» **Exercise instructions**:
Repeat the stretch of entries below from the line with "g.rotate((+turn || 0) * Math.PI / 180);" through the line with "M1247 7V443". Include both ends and add nothing.

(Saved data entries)

• • • • •

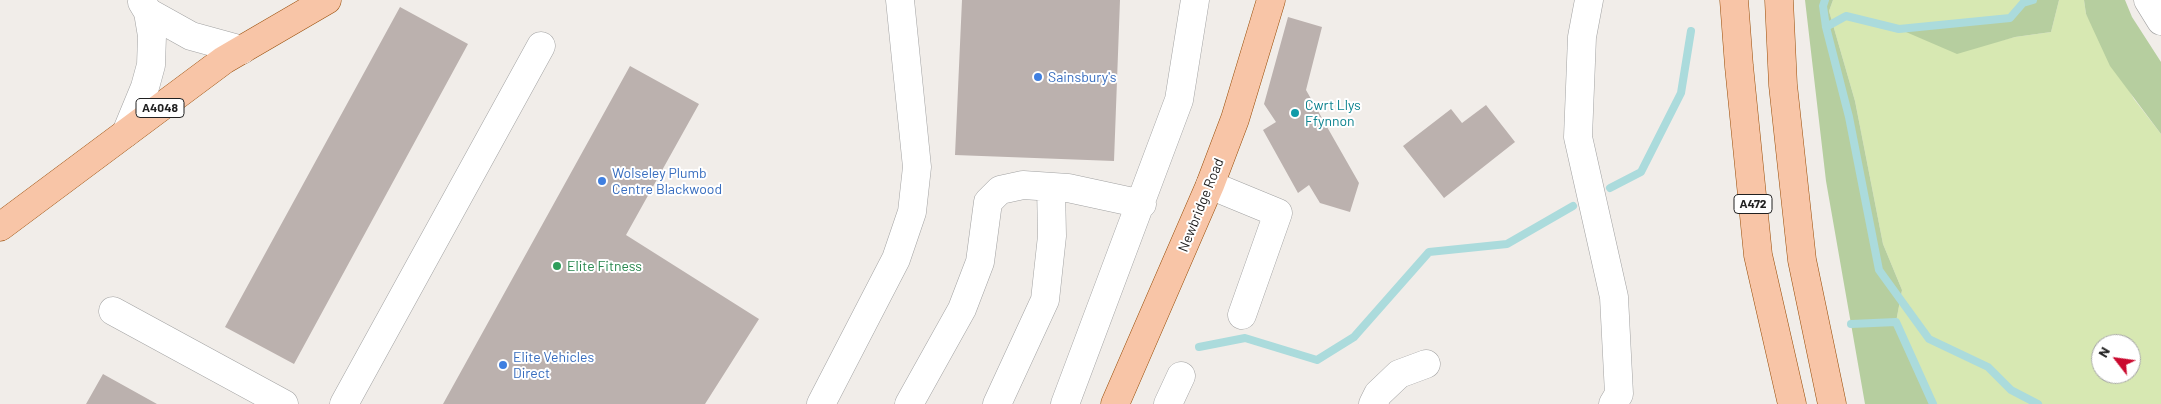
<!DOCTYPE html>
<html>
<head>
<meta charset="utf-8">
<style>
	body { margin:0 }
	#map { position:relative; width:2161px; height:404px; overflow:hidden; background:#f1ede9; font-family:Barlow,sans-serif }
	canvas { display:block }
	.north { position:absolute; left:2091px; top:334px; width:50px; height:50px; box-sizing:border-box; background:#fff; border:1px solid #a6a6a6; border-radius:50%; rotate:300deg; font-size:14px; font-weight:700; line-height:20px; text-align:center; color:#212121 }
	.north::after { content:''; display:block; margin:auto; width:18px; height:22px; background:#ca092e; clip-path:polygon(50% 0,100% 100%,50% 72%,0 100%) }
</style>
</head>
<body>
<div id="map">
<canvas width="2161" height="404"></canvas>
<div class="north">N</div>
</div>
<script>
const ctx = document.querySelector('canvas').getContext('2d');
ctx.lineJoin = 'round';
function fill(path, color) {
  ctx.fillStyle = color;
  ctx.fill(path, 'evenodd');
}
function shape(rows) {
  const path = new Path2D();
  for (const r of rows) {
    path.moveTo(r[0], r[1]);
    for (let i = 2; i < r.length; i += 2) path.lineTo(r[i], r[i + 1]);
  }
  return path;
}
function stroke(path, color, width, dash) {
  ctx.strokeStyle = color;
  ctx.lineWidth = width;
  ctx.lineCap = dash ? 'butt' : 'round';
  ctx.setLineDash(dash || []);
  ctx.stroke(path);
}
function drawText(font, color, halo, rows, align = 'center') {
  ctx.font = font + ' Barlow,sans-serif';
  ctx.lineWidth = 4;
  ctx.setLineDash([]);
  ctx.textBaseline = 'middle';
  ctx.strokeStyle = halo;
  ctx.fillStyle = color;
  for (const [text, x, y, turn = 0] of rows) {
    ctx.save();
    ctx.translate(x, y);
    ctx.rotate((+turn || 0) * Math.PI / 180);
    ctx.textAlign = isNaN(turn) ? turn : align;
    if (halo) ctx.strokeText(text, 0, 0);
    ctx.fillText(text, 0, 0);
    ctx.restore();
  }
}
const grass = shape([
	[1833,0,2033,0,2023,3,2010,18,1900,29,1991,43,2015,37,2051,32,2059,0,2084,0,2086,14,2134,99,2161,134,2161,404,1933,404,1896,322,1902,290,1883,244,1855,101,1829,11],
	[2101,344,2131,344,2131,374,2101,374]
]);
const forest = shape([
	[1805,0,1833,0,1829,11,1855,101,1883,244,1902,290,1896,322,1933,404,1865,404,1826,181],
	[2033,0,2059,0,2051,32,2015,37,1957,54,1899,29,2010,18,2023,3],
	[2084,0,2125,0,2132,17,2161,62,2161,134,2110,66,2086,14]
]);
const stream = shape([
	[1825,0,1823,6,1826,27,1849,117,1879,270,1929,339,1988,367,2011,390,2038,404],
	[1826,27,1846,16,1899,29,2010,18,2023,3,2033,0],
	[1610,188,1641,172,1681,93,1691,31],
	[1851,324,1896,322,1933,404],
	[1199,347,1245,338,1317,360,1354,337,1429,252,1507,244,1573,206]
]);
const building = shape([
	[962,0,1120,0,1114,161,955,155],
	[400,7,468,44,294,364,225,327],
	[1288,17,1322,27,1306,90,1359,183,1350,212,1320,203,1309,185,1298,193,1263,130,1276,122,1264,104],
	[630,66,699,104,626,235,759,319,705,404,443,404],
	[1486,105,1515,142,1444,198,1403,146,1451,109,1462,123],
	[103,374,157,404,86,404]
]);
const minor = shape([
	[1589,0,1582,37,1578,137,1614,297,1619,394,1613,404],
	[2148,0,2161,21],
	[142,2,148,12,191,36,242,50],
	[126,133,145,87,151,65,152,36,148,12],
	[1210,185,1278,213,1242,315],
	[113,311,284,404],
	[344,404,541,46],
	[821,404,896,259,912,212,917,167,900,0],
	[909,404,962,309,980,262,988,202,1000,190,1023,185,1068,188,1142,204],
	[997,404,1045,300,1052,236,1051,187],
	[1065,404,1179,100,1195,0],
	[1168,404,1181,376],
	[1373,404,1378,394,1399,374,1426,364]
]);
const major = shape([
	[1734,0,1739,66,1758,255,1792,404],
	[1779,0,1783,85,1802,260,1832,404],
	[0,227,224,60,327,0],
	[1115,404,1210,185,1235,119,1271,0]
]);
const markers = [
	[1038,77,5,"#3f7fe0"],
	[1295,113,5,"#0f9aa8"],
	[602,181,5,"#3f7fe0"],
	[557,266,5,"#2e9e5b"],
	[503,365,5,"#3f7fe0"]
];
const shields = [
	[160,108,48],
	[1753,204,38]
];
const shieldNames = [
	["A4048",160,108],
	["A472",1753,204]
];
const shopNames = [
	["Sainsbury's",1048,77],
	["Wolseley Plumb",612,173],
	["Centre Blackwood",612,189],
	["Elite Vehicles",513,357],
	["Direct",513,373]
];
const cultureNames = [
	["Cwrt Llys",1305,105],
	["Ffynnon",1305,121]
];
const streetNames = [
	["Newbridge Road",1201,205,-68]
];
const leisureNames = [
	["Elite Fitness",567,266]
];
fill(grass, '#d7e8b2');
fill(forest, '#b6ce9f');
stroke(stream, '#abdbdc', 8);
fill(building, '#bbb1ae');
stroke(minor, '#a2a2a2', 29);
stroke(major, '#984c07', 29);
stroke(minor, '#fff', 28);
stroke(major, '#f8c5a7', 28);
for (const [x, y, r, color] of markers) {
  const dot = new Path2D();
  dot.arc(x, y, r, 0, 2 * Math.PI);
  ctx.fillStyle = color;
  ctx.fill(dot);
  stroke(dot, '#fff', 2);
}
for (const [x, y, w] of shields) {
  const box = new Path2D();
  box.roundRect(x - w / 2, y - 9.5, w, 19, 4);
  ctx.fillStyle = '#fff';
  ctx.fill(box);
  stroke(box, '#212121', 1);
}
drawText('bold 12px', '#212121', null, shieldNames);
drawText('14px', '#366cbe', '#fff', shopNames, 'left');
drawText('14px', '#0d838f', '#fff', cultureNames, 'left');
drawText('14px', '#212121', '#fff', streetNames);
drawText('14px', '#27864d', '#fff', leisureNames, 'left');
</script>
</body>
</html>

• • • • •

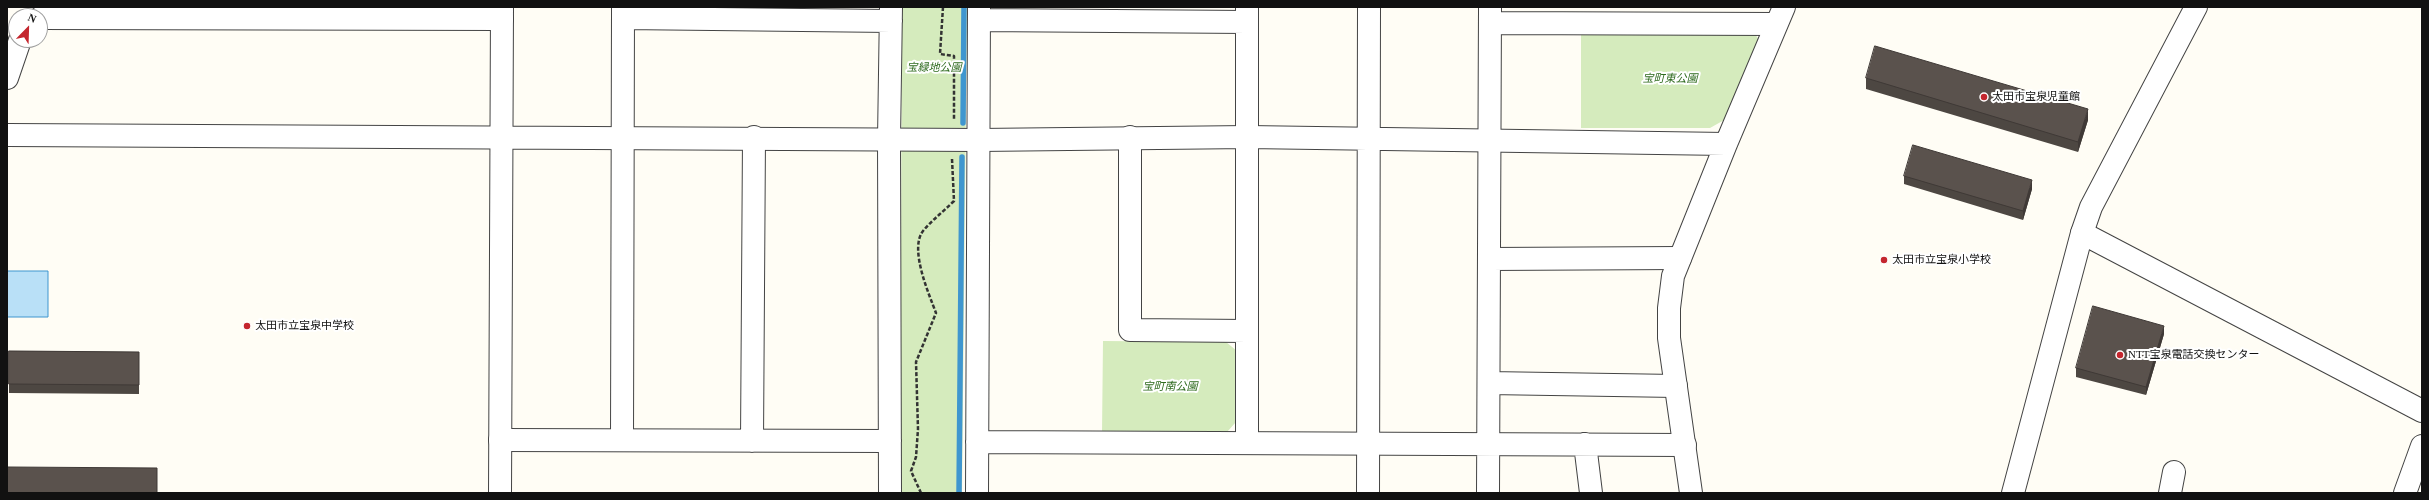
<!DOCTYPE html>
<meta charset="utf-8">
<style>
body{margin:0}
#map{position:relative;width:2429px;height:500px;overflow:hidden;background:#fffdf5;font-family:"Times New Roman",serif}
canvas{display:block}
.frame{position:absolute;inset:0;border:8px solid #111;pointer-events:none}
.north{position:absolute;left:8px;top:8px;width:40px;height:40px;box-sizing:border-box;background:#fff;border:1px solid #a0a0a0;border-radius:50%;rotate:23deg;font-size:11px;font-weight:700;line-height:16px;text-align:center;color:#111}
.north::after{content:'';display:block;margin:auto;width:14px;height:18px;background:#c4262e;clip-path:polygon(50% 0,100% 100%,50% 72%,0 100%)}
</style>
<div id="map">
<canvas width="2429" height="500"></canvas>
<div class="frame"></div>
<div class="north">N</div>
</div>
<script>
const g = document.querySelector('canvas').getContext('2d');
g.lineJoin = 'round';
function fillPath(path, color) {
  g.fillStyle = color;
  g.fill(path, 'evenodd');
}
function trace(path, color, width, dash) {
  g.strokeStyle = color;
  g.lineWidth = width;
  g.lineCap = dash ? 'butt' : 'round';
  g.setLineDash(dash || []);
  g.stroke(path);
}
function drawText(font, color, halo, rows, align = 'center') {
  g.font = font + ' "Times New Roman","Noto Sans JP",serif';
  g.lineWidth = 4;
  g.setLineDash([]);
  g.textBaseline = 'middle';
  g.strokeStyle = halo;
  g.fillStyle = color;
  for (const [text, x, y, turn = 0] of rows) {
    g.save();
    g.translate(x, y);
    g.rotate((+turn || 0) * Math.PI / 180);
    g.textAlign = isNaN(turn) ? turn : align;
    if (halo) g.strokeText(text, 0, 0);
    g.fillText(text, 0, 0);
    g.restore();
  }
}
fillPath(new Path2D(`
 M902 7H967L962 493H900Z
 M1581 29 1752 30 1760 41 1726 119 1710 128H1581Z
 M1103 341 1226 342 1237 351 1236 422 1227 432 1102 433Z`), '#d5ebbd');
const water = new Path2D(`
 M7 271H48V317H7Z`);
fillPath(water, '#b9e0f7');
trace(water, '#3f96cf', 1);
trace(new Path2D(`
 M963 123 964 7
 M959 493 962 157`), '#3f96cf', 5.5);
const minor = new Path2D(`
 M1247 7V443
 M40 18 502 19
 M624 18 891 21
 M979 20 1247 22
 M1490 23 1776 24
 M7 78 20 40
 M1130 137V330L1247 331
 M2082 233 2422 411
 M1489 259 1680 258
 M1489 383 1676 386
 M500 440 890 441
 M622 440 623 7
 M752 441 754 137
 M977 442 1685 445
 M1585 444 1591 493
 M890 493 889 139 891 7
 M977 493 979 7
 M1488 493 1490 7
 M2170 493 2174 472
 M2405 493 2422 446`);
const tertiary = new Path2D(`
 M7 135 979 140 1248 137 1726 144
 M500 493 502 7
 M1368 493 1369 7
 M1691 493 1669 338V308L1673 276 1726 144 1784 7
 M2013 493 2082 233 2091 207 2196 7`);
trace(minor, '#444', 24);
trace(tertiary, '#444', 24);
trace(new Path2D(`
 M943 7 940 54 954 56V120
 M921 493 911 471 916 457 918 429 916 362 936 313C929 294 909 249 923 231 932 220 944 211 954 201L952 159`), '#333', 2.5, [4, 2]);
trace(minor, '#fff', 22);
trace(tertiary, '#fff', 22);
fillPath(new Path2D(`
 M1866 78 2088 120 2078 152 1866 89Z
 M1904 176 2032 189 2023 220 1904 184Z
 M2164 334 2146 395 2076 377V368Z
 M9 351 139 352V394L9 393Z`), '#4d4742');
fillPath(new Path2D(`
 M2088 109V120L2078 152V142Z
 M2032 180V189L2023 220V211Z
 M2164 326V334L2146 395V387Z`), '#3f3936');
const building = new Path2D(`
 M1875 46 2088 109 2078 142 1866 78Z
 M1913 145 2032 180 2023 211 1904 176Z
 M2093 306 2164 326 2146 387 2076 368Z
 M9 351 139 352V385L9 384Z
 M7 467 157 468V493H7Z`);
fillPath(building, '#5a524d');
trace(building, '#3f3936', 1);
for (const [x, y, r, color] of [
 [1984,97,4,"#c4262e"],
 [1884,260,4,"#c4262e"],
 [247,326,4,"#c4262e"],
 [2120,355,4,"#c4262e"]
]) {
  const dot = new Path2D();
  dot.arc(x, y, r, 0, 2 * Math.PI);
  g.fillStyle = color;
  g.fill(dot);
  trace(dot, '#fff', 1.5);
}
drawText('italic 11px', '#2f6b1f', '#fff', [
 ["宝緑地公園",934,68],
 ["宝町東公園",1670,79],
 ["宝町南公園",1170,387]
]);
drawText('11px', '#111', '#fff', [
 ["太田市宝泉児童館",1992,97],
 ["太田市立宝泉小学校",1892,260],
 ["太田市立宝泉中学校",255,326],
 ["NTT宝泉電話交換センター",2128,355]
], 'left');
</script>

• • • • •

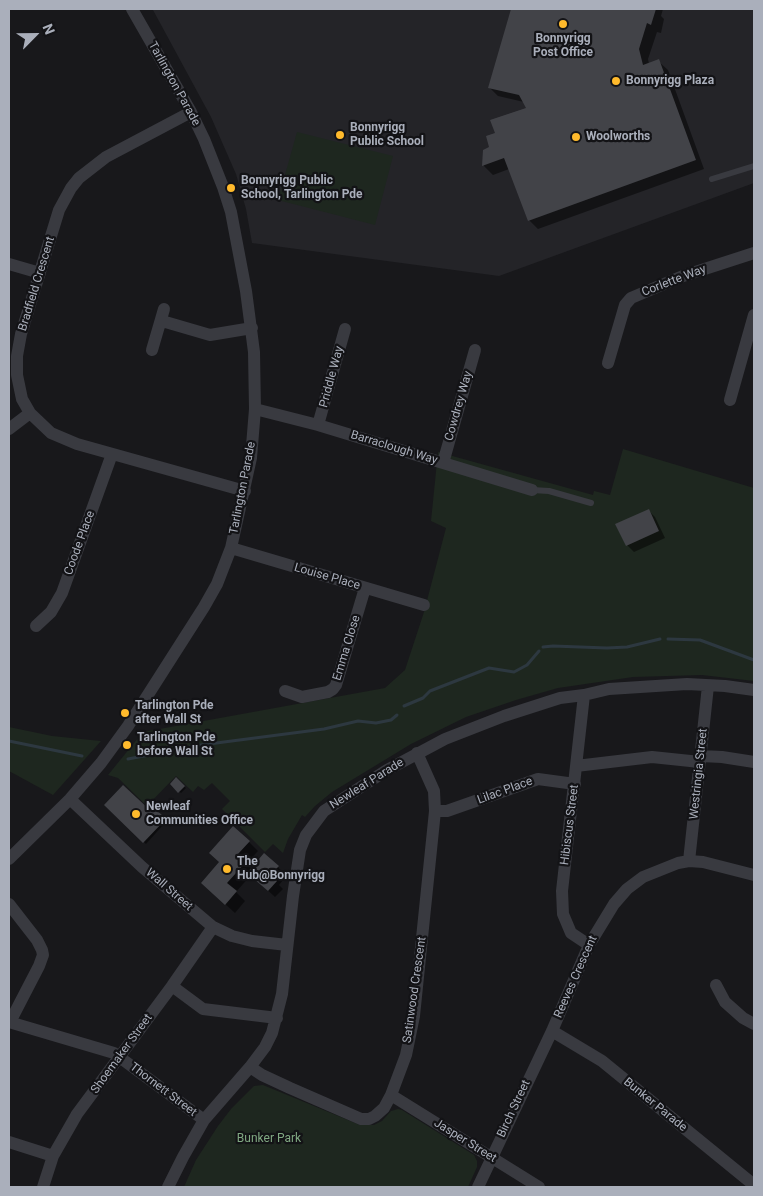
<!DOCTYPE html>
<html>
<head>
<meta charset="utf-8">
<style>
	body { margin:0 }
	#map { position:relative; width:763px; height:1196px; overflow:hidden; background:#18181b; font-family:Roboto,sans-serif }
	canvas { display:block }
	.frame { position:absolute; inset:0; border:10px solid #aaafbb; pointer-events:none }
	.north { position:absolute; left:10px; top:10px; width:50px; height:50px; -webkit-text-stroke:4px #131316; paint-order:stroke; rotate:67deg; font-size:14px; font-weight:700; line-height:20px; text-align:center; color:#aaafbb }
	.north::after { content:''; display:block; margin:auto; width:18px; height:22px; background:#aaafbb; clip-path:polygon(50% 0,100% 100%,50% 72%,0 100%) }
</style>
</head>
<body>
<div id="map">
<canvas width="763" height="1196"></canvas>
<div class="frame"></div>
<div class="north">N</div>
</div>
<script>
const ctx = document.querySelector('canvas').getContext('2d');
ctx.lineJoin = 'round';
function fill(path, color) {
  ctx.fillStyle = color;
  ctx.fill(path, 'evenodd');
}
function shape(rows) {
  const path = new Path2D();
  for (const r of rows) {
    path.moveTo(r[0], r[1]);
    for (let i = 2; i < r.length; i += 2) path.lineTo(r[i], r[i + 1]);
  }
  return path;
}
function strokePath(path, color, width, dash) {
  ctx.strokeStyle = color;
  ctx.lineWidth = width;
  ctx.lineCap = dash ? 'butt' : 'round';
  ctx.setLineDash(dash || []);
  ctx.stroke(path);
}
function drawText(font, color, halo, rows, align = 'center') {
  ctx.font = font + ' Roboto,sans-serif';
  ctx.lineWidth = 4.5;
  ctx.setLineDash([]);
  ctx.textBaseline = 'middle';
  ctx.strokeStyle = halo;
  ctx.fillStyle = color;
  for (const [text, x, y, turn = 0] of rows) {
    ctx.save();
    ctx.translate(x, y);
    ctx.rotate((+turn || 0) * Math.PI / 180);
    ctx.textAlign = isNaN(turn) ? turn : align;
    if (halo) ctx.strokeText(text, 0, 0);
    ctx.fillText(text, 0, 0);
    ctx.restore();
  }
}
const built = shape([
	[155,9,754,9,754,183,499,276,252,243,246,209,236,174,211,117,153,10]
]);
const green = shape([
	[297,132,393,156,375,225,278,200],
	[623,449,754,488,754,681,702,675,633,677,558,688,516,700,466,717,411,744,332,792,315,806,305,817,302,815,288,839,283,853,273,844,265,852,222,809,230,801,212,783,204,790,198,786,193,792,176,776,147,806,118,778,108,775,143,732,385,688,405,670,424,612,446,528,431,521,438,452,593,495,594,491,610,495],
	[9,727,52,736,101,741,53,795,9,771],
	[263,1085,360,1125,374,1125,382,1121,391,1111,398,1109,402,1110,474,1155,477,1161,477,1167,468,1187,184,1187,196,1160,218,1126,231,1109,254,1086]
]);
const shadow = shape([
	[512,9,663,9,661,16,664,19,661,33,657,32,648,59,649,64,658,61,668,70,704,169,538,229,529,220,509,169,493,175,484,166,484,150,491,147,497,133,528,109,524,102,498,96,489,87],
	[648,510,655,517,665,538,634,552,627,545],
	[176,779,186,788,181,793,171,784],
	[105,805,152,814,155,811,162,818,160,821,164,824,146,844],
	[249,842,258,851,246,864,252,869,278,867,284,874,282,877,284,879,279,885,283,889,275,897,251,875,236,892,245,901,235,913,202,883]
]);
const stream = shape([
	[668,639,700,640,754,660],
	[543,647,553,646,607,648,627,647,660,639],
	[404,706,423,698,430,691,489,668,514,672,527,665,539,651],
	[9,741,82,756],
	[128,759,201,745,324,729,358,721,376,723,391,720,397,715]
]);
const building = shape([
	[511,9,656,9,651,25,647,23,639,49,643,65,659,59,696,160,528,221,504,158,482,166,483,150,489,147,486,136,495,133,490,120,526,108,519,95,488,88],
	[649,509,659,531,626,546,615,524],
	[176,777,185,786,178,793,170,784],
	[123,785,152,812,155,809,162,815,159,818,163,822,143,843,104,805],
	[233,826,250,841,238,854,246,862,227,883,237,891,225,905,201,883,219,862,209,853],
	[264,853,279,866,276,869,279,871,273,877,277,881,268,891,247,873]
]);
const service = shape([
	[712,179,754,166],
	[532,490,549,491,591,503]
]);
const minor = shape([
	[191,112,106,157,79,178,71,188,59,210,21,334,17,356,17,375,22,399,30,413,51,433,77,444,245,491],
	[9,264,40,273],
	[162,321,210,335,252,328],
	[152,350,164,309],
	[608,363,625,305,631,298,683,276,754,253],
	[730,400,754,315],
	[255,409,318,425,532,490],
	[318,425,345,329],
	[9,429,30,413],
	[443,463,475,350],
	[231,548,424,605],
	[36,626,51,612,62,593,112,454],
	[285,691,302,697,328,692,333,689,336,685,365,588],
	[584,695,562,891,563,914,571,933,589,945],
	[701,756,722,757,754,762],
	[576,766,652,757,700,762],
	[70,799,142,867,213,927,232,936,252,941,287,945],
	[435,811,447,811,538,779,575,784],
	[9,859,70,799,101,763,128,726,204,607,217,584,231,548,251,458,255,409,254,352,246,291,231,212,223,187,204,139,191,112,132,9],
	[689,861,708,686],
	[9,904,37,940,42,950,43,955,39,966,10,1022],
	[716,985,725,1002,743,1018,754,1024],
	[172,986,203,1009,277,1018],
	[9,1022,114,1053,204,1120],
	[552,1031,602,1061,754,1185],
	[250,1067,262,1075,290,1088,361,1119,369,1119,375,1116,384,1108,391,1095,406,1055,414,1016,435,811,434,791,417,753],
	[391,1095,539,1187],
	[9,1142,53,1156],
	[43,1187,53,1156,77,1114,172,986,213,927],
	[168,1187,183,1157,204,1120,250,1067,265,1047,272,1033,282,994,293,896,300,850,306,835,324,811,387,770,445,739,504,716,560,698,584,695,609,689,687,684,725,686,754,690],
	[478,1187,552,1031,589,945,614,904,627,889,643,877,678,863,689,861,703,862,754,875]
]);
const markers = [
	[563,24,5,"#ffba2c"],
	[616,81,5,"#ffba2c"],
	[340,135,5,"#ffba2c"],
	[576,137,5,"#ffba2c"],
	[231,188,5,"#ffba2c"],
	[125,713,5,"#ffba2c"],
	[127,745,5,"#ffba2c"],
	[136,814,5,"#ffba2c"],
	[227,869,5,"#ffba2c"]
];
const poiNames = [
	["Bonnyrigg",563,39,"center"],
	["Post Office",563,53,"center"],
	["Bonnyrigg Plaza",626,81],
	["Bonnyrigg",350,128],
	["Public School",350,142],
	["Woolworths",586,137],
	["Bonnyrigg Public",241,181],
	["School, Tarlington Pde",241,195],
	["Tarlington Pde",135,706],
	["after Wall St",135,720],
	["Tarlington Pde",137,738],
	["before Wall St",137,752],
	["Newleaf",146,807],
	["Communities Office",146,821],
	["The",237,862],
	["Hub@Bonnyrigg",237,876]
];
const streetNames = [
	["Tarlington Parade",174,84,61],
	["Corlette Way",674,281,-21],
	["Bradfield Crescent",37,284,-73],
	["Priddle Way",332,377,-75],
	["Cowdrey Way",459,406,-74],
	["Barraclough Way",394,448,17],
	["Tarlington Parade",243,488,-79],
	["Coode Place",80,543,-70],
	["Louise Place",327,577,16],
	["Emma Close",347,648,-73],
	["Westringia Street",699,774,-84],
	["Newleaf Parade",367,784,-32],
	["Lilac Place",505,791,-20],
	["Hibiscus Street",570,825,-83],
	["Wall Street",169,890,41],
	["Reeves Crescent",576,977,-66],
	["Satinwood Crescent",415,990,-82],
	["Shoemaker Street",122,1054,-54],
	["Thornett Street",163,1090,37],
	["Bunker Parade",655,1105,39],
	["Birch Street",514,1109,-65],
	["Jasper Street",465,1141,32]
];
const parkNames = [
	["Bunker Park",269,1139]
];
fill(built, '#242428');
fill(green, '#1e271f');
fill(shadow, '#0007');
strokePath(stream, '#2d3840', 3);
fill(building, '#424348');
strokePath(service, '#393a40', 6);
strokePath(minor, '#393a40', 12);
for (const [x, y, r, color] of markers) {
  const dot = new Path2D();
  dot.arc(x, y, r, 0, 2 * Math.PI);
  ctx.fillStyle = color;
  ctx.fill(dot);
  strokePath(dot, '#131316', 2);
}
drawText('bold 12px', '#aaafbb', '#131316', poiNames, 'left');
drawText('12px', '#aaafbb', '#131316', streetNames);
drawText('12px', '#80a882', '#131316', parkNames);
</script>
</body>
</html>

• • • • •

» **Problem solution**:
    g.rotate((+turn || 0) * Math.PI / 180);
    g.textAlign = isNaN(turn) ? turn : align;
    if (halo) g.strokeText(text, 0, 0);
    g.fillText(text, 0, 0);
    g.restore();
  }
}
fillPath(new Path2D(`
 M902 7H967L962 493H900Z
 M1581 29 1752 30 1760 41 1726 119 1710 128H1581Z
 M1103 341 1226 342 1237 351 1236 422 1227 432 1102 433Z`), '#d5ebbd');
const water = new Path2D(`
 M7 271H48V317H7Z`);
fillPath(water, '#b9e0f7');
trace(water, '#3f96cf', 1);
trace(new Path2D(`
 M963 123 964 7
 M959 493 962 157`), '#3f96cf', 5.5);
const minor = new Path2D(`
 M1247 7V443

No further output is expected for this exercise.